Historian and author, Clyde-Ahmad Winters, a former professor of African and Islamic Studies at Iowa State University, in his manuscript, "Afro-American Muslims--From Slavery to Freedom," concurs. He writes: "Many of the earliest slave 'revolts'/jihads in the Americas, even when they involved both Africans and Indians, were led by Muslims from Senegal. In 1531, the Spanish declared that the Wolof [Senegalese] were 'haughty, disobedient, rebellious, and incorrigible.' From 1753 to 1757, Mackandal, an imam or religious leader of Haiti, led numerous raids against the plantation owners."

Islam, as a liberating force for Africans in the diaspora, is very much a part of our history, very much a part of our Afrocentric reality.

Malik Shabazz, via his Hajji and conversion to Islam, has taken us full circle back to a key aspect of our true ancient African reality. As a student of our history and as a spokesman for our future, he was constantly growing; he was always eager to add on new knowledge.

Malik Shabazz was a self-taught genius. He didn't have diplomas and degrees, but he could hold his own in debate with anybody. He was a "no sell out'' fighter for the rights of his people, and he was both a Pan- Africanist and an Internationalist.

Malik Shabazz was a sterling example of African-American manhood. He was unafraid to speak his mind, unafraid to die for what he believed in. He was clean, articulate, strong, no-nonsense. He had a sense of humor-- he smiled easily and often.

Malik Shabazz was a husband, father, and family man. He didn't drink liquor, eat pork, or chase women. He believed in one God, Allah, and he prayed five times a day.

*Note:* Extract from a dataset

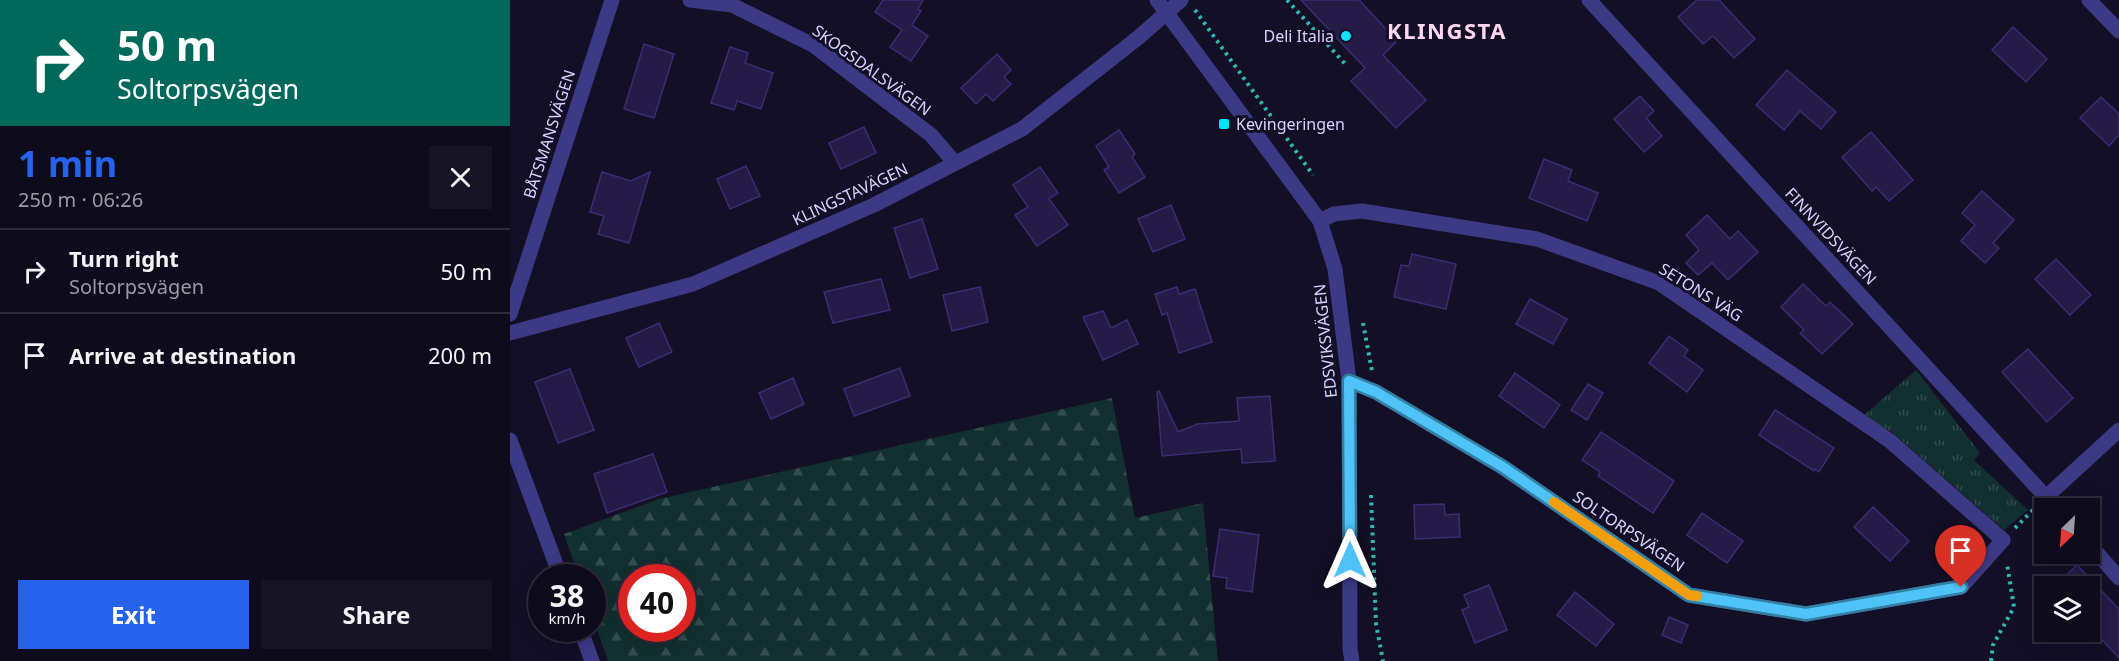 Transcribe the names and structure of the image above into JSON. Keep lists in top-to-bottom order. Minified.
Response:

Malik Shabazz could talk to the bloods on the corner as well as the academicians in the universities. He was, as Ossie Davis eulogized him, "Our Black Shining Prince."

On February 16, 1965, just five days before his death, in a speech at the Corn Hill Methodist Church in Rochester, NY, he made clear his position. He said: "I'm a Muslim, which only means that my religion is Islam. I believe in God, the Supreme Being, the creator of the universe. This is a very simple form of religion, easy to understand. I believe in one God. It's just a whole lot better...I believe that God had one religion, has one religion, always will have one religion. And that God taught all the prophets the same religion, so there is no argument about who was greater or who was better: Moses, Jesus, Muhammad, or some of the others. All of them were prophets who came from one God. They had one doctrine, and that doctrine was designed to give clarification to humanity, so that all of humanity would see that it was one and have some kind of brotherhood that would be practiced here on earth. I believe in that."

He goes on to further state: "We don't judge a man because of the color of his skin. We don't judge you because you're white; we don't judge you because you're black; we don't judge you because you're brown. We judge you because of what you do and what you practice. And as long as you practice evil, we're against you. And for us, the worst form of evil is the evil that's based on judging a man because of the color of his skin. And I don't think anybody here can deny that we're living in a society that just doesn't judge a man according to his talents, according to his know-how, according to his possibility... This society judges a man solely upon the color of his skin. If you're white, you can go forward, and if you're black, you have to fight your way every step of the way, and still don't go forward.''

In his autobiography, Malik Shabazz wrote: ''On the American racial level, we have to approach the Black man's struggle against the white man's racism as a human problem, we had to forget hypocritical politics and propaganda.... Both races, as human beings, had the obligation, the responsibility, of helping to correct America' s human problem . The well- meaning white people...had to combat, actively and directly, the racism in other white people. And the Black people had to build within themselves much greater awareness that along with equal rights there had to be the bearing of equal responsibilities.

"I've had enough of someone else's propaganda. I'm for truth, no matter who tells it. I'm for justice, no matter who it is for or against. I'm a human being first and foremost, and as such, I'm for whoever and whatever benefits humanity as a whole."